### Supplied entries
= = =

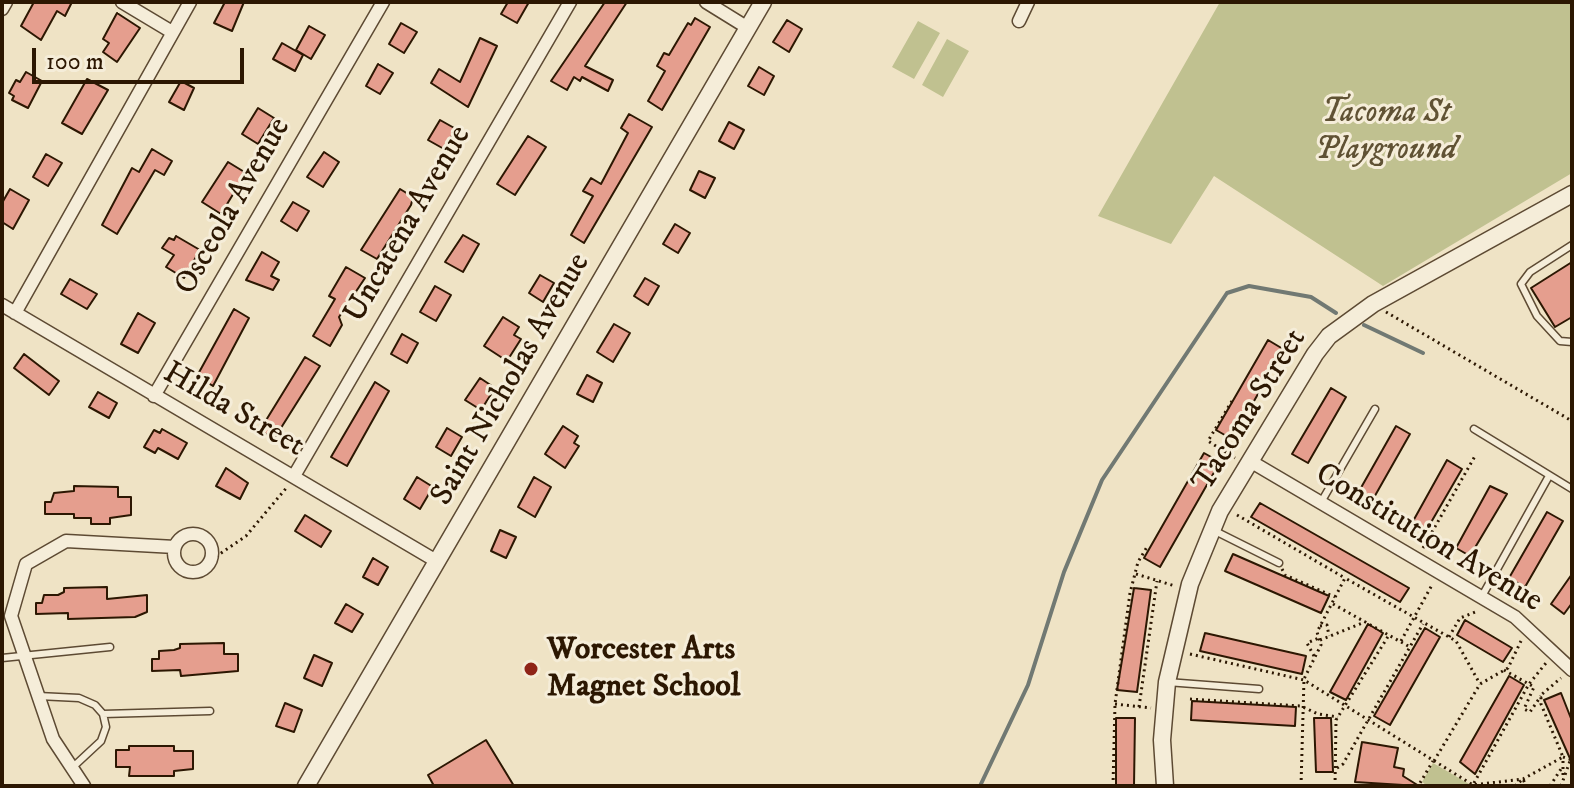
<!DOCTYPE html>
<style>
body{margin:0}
#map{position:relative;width:1574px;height:788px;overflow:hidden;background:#efe3c5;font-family:"IM FELL DW Pica",serif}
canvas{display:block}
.frame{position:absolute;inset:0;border:4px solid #2c1702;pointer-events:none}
.scale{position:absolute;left:32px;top:48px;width:212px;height:36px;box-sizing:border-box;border:4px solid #2c1702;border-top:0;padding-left:10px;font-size:24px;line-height:28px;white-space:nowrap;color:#2c1702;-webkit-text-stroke:6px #f5edd9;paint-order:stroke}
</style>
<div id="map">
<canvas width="1574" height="788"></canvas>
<div class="frame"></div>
<div class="scale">100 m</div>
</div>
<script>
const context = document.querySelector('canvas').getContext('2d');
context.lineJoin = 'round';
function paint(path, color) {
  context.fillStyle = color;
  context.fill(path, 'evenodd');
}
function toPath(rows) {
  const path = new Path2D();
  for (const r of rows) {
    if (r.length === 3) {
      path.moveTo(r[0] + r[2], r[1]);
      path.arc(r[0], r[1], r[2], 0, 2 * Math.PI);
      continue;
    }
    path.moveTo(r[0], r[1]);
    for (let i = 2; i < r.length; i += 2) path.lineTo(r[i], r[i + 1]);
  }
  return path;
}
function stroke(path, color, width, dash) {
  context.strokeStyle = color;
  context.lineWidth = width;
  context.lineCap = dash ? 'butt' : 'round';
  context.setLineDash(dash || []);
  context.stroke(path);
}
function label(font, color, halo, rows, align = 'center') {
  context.font = font + ' "IM FELL DW Pica",serif';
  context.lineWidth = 6;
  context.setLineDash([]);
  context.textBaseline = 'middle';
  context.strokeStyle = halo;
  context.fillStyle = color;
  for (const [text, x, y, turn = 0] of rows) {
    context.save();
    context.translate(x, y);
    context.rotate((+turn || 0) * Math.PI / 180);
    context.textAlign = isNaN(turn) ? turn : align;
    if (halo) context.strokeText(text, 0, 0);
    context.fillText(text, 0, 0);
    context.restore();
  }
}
paint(toPath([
 [1220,2,1572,2,1572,173,1383,286,1214,176,1171,244,1098,216],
 [918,21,940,33,914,79,892,67],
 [947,39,969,51,943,97,922,85],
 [1433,763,1471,785,1470,786,1429,786,1422,782]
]), '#c0c190');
stroke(toPath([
 [1364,325,1423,353],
 [980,786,1028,685,1064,572,1102,480,1227,293,1249,286,1311,297,1336,313]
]), '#717973', 4);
const building = toPath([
 [34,2,72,2,65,16,57,11,41,40,21,26,34,2],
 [225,2,244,2,232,31,214,23,225,2],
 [508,2,529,2,517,23,501,14,508,2],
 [605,2,627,2,585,66,613,80,608,91,582,77,580,81,574,77,567,90,551,81,605,2],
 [117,13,140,28,117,62,103,52,109,43,103,39,117,13],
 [695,18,710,27,662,110,648,101,665,71,657,66,664,53,669,55,688,23,691,25,695,18],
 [787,20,802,29,789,52,773,42,787,20],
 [401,23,417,32,404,53,389,44,401,23],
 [309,26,325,35,311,59,296,50,309,26],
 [480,38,497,46,468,107,431,83,439,69,460,82,480,38],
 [282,43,303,55,295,71,273,59,282,43],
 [378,64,393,73,380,94,366,86,378,64],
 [759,67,774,76,764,95,748,86,759,67],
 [26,72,42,81,28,108,12,100,14,96,9,93,16,80,20,82,26,72],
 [87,79,108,90,82,134,62,123,87,79],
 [181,81,194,88,184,110,169,102,181,81],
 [258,108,274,118,258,144,242,134,258,108],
 [629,114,652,127,584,243,571,235,593,196,583,191,591,178,601,184,628,133,621,128,629,114],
 [440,120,456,129,444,149,428,140,440,120],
 [729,122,744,130,734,149,719,141,729,122],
 [528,136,546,147,515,195,497,184,528,136],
 [152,149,172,161,164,175,155,170,117,234,102,225,132,168,139,172,152,149],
 [324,152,339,162,323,187,307,177,324,152],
 [46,154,62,163,48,186,33,177,46,154],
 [228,162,246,173,221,214,202,202,228,162],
 [699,171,715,178,705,198,690,190,699,171],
 [10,189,29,200,13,229,2,222,2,203,10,189],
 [400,189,413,197,411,205,377,259,361,250,400,189],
 [293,202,309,211,297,231,281,221,293,202],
 [675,224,690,233,678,253,663,244,675,224],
 [463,235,479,244,463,272,445,262,463,235],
 [176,236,200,250,184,278,166,267,174,255,162,248,169,238,174,240,176,236],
 [262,252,279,262,271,276,279,280,273,290,246,280,262,252],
 [1572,262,1572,317,1555,327,1531,288,1572,262],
 [346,267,365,278,339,317,342,325,330,346,313,336,335,299,329,296,346,267],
 [540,275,554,283,543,302,529,293,540,275],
 [645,278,659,286,648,305,634,296,645,278],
 [70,279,97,294,87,309,61,294,70,279],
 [435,286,451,295,436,321,420,312,435,286],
 [234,309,249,318,213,386,197,376,234,309],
 [138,313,155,323,138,353,121,344,138,313],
 [503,317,519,327,514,335,521,339,507,361,484,346,503,317],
 [614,324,630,333,613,362,597,352,614,324],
 [402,334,418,343,407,363,391,354,402,334],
 [1268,340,1283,349,1239,428,1236,427,1230,438,1216,430,1268,340],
 [24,354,59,381,49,395,14,368,24,354],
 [305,357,320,366,274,439,260,430,305,357],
 [587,375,602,383,593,402,577,394,587,375],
 [480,378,495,388,481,410,465,400,480,378],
 [375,382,389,391,347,466,331,457,375,382],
 [1331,388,1346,397,1308,463,1292,454,1331,388],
 [98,392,117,403,109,418,89,407,98,392],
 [563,426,578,436,574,443,579,446,565,468,545,454,563,426],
 [1396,426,1410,434,1372,501,1358,493,1396,426],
 [447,428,462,437,451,456,436,447,447,428],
 [162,429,187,443,178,459,158,448,155,453,144,447,154,430,160,433,162,429],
 [1204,453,1220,462,1160,567,1144,558,1204,453],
 [1447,460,1462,469,1426,531,1412,523,1447,460],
 [226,468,248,483,240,499,216,486,226,468],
 [417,477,433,487,420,509,404,499,417,477],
 [534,477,551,487,535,517,518,507,534,477],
 [74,486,118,487,118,497,131,497,131,515,110,518,110,524,91,524,91,518,74,518,74,514,45,514,45,502,51,502,54,493,74,491,74,486],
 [1490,486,1507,494,1470,556,1456,548,1490,486],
 [1260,503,1409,588,1400,602,1251,517,1260,503],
 [1547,512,1563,521,1525,587,1509,578,1547,512],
 [305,515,331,531,321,547,295,531,305,515],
 [500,530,516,537,506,558,491,551,500,530],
 [1233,554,1329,596,1321,613,1225,571,1233,554],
 [373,558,388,567,378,585,363,577,373,558],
 [1572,574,1572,603,1564,614,1551,604,1572,574],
 [107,587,107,599,147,595,147,612,135,617,68,619,68,613,36,614,36,603,42,603,44,595,58,595,64,592,64,588,107,587],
 [1134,588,1151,590,1137,692,1117,690,1134,588],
 [346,604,363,614,352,632,335,623,346,604],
 [1465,620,1512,648,1503,662,1457,635,1465,620],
 [1368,624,1383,633,1346,700,1330,692,1368,624],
 [1425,628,1440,637,1390,725,1374,716,1425,628],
 [1205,633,1306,656,1302,674,1200,651,1205,633],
 [224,643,224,654,238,654,238,671,181,676,180,670,152,671,152,659,159,659,159,651,174,650,180,648,180,644,224,643],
 [314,655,332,663,322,686,304,678,314,655],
 [1509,676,1524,685,1475,774,1460,762,1509,676],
 [1561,693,1572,721,1572,763,1544,700,1561,693],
 [1192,701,1296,707,1295,726,1191,720,1192,701],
 [285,703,302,710,294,732,276,726,285,703],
 [1116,718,1135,718,1134,786,1116,786,1116,718],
 [1314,718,1331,718,1333,772,1316,772,1314,718],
 [486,740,514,786,434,786,428,775,486,740],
 [1362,742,1398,748,1394,767,1404,769,1403,776,1419,786,1355,782,1362,742],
 [129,746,174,746,174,751,193,751,193,769,174,771,174,776,129,776,130,767,116,767,116,750,129,750,129,746]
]);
paint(building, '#e59e8e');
stroke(building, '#2c1702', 2);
const service = toPath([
 [1572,245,1530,272,1521,284,1537,316,1560,341,1572,342],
 [1474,429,1572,489],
 [1320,504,1375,409],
 [1215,531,1279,563],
 [1481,598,1549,476],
 [2,658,110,647],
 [1167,682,1259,689],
 [38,696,79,698,95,705,103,714,106,727,101,741,73,767],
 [103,714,210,711]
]);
const minor = toPath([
 [122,2,172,32],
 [706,2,748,28],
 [2,9,6,2],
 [1019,21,1028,2],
 [2,305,438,562],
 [15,313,190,2],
 [154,396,383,2],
 [1250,461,1515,617,1572,670],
 [294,476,570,2],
 [193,553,19],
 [84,786,53,739,11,616,26,564,66,541,175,547]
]);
const tertiary = toPath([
 [306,786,763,2],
 [1165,786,1162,740,1167,682,1190,584,1220,511,1315,354,1329,336,1373,304,1572,194]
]);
stroke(service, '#5d4a33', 9);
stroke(minor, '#5d4a33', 15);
stroke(tertiary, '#5d4a33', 19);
stroke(toPath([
 [1386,312,1572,421],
 [1232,401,1208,441,1235,458],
 [1237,515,1345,578],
 [1423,548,1475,456],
 [211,560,246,536,288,486],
 [1282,569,1285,575,1335,597],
 [1136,574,1175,586],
 [1333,604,1410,647],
 [1320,626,1327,625,1329,636],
 [1449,637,1460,618,1478,611],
 [1320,640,1365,622],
 [1401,641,1432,585],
 [1190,654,1304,680,1473,785,1523,779,1563,757,1541,704,1541,695,1561,678],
 [1314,656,1307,643,1319,638],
 [1504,670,1534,687,1524,709,1530,712,1541,696],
 [1190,699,1301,706,1318,714,1338,717],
 [1115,704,1151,708],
 [1139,707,1157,581],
 [1434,761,1480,684,1508,668,1521,641],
 [1337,768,1343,764,1423,624],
 [1563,775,1563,757,1572,760],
 [1474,783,1529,684,1546,663],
 [1113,786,1115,704,1130,593,1138,562,1147,547],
 [1301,786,1304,679,1321,645,1317,632,1345,578,1456,641,1480,684],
 [1335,786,1336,720,1389,635],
 [1425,786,1420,783,1433,761],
 [1515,786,1523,779,1526,786],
 [1550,786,1561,769],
 [1561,786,1570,761]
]), '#2c1702', 3, [2, 4]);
stroke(service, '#f5edd9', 6);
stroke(minor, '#f5edd9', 12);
stroke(tertiary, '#f5edd9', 16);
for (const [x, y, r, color] of [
 [531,669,8,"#8f2418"]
]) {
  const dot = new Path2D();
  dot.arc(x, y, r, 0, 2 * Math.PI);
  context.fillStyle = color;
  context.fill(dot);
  stroke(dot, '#f5edd9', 3);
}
label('italic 32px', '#605234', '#f5edd9', [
 ["Tacoma St",1386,114],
 ["Playground",1386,151]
]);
label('32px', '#2c1702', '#f5edd9', [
 ["Osceola Avenue",234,207,-60],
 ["Uncatena Avenue",409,225,-60],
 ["Saint Nicholas Avenue",512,380,-60],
 ["Hilda Street",233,411,30],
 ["Tacoma Street",1251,411,-58],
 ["Constitution Avenue",1428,539,31]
]);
label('bold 32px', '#2c1702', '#f5edd9', [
 ["Worcester Arts",547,651],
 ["Magnet School",547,688]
], 'left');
</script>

= = =

### Instructions to follow
Looking at the data above, how many lines hold the word "strokeStyle"? Respond with the number alone.

### Result for this task
2